▶ **Exercise instructions**
From the first line to the last, output the records exactly and drop any images.

Records contained in a dataset:
┄┄┄┄┄┄┄┄┄┄

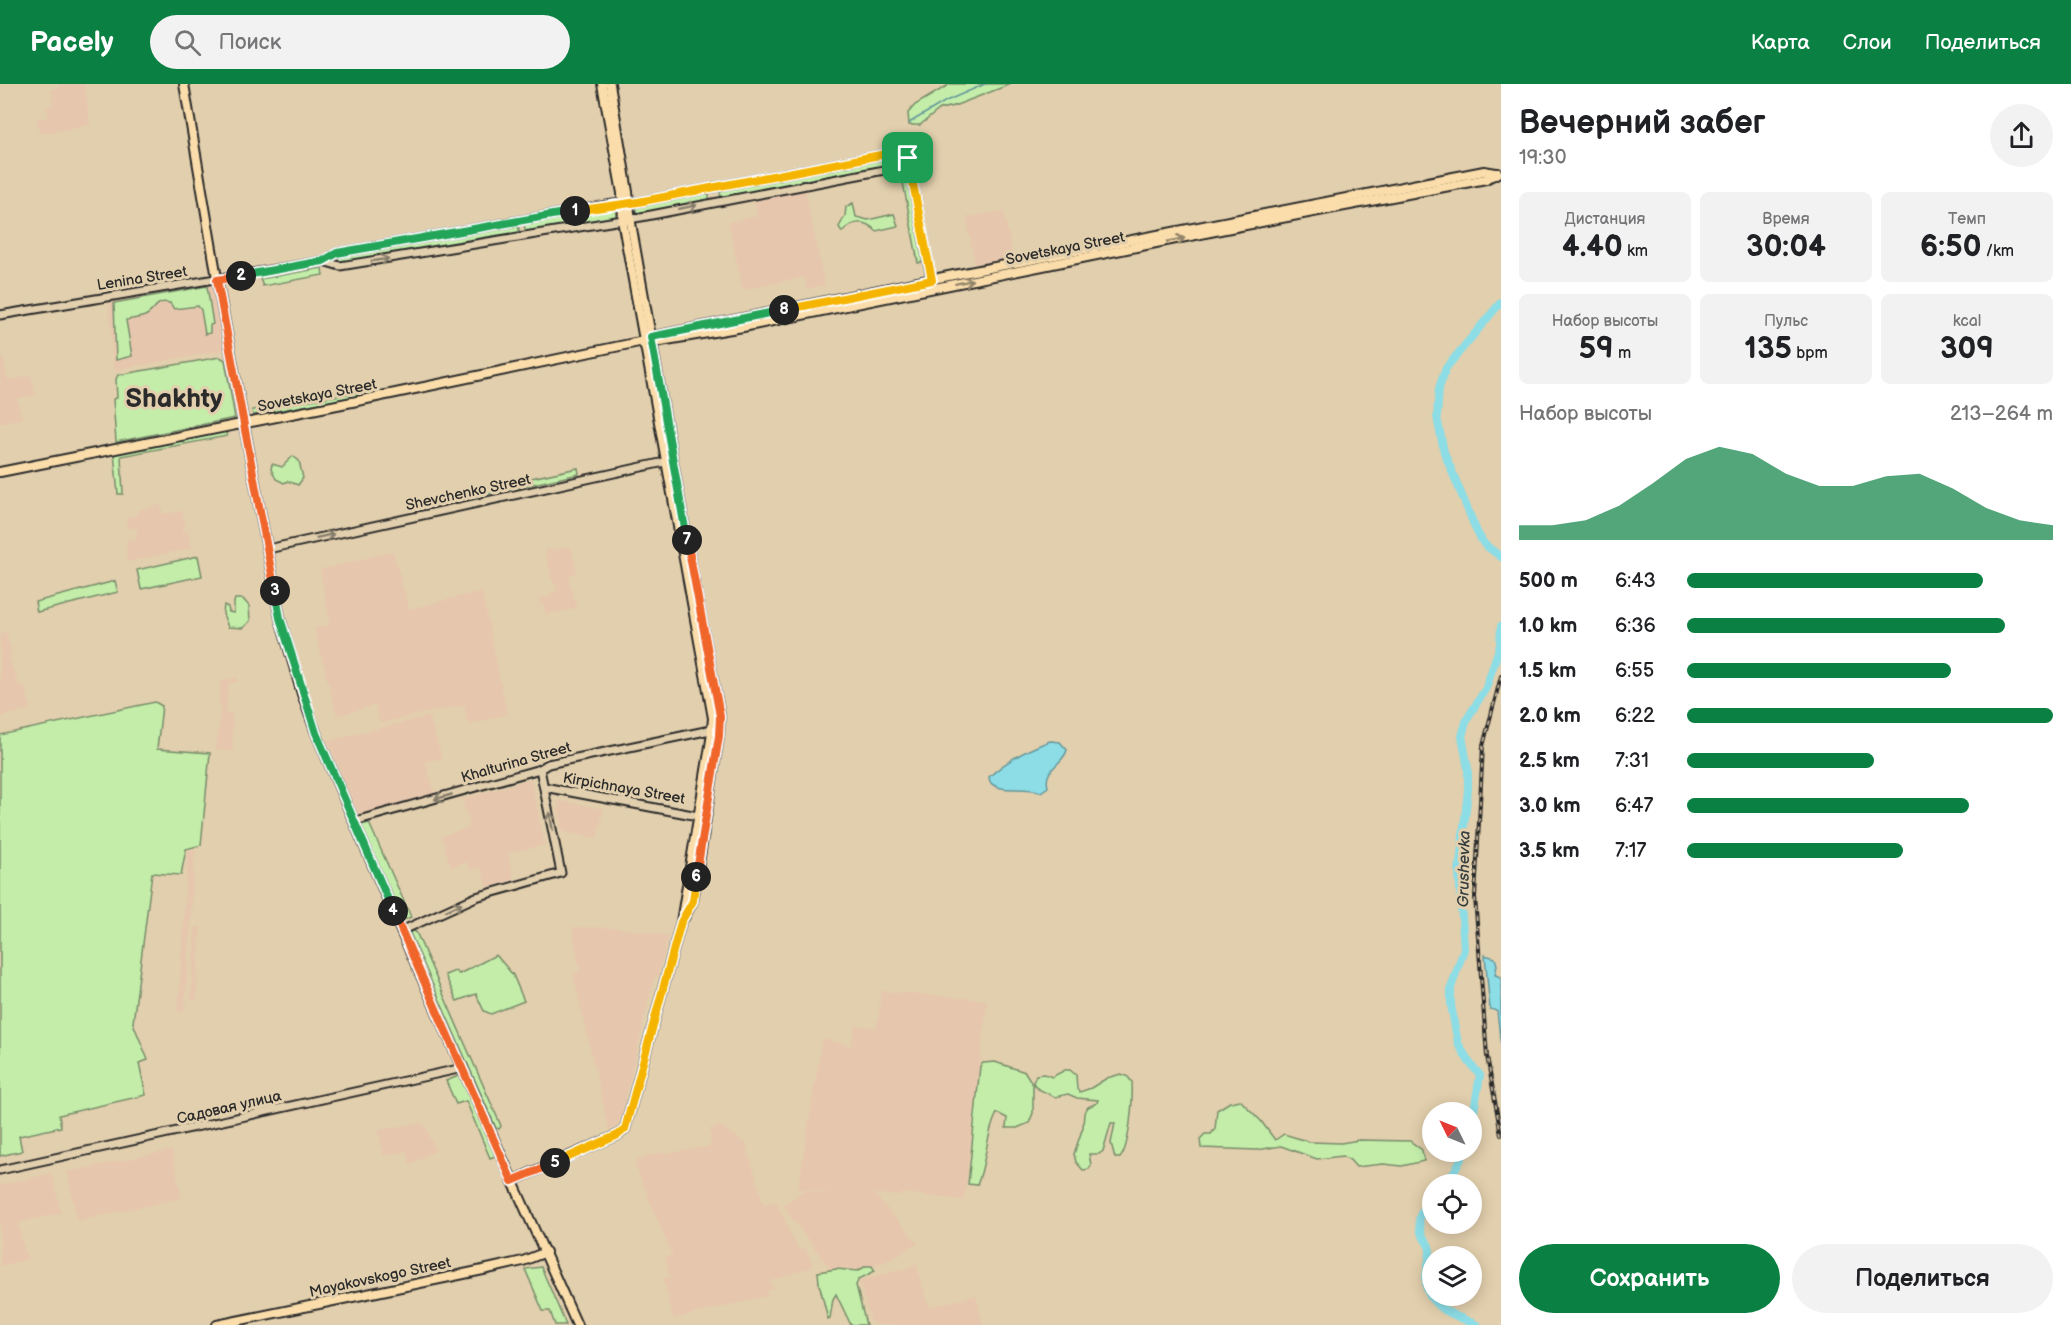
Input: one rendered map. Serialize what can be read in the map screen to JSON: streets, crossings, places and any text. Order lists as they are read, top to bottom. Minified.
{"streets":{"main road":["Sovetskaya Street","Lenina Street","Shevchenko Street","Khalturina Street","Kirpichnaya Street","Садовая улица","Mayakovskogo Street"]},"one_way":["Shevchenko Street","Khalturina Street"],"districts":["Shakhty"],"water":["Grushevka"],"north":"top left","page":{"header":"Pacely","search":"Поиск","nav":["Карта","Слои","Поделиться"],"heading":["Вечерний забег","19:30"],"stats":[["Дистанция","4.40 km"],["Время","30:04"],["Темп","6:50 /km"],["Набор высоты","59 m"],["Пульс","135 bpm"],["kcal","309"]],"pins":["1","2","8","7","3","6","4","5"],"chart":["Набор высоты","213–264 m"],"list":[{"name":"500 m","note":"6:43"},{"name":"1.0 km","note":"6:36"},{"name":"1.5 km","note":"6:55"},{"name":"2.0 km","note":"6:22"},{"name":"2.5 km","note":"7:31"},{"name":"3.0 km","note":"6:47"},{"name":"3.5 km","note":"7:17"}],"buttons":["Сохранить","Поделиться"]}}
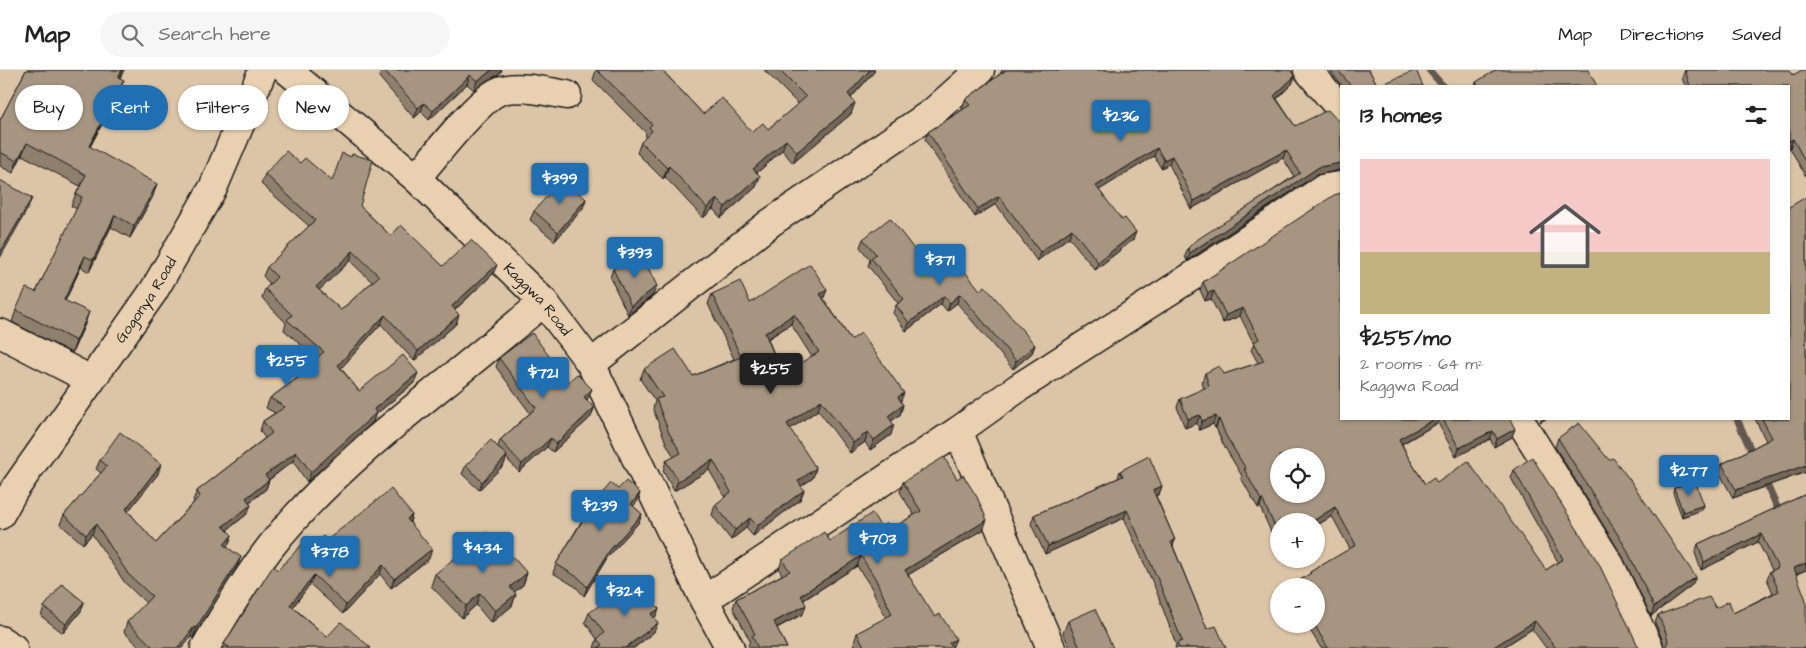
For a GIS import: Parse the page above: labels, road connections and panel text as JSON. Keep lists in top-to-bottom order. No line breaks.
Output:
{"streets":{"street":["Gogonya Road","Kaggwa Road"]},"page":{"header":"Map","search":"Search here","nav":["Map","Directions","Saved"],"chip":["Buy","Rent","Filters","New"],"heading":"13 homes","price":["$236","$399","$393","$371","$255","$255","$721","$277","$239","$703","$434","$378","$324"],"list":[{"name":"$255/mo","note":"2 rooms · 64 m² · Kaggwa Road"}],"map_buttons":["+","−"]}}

┄┄┄┄┄┄┄┄┄┄

▶ **Solution for this problem**
Input: one rendered map. Serialize what can be read in the map screen to JSON: streets, crossings, places and any text. Order lists as they are read, top to bottom. Minified.
{"streets":{"main road":["Sovetskaya Street","Lenina Street","Shevchenko Street","Khalturina Street","Kirpichnaya Street","Садовая улица","Mayakovskogo Street"]},"one_way":["Shevchenko Street","Khalturina Street"],"districts":["Shakhty"],"water":["Grushevka"],"north":"top left","page":{"header":"Pacely","search":"Поиск","nav":["Карта","Слои","Поделиться"],"heading":["Вечерний забег","19:30"],"stats":[["Дистанция","4.40 km"],["Время","30:04"],["Темп","6:50 /km"],["Набор высоты","59 m"],["Пульс","135 bpm"],["kcal","309"]],"pins":["1","2","8","7","3","6","4","5"],"chart":["Набор высоты","213–264 m"],"list":[{"name":"500 m","note":"6:43"},{"name":"1.0 km","note":"6:36"},{"name":"1.5 km","note":"6:55"},{"name":"2.0 km","note":"6:22"},{"name":"2.5 km","note":"7:31"},{"name":"3.0 km","note":"6:47"},{"name":"3.5 km","note":"7:17"}],"buttons":["Сохранить","Поделиться"]}}
For a GIS import: Parse the page above: labels, road connections and panel text as JSON. Keep lists in top-to-bottom order. No line breaks.
Output:
{"streets":{"street":["Gogonya Road","Kaggwa Road"]},"page":{"header":"Map","search":"Search here","nav":["Map","Directions","Saved"],"chip":["Buy","Rent","Filters","New"],"heading":"13 homes","price":["$236","$399","$393","$371","$255","$255","$721","$277","$239","$703","$434","$378","$324"],"list":[{"name":"$255/mo","note":"2 rooms · 64 m² · Kaggwa Road"}],"map_buttons":["+","−"]}}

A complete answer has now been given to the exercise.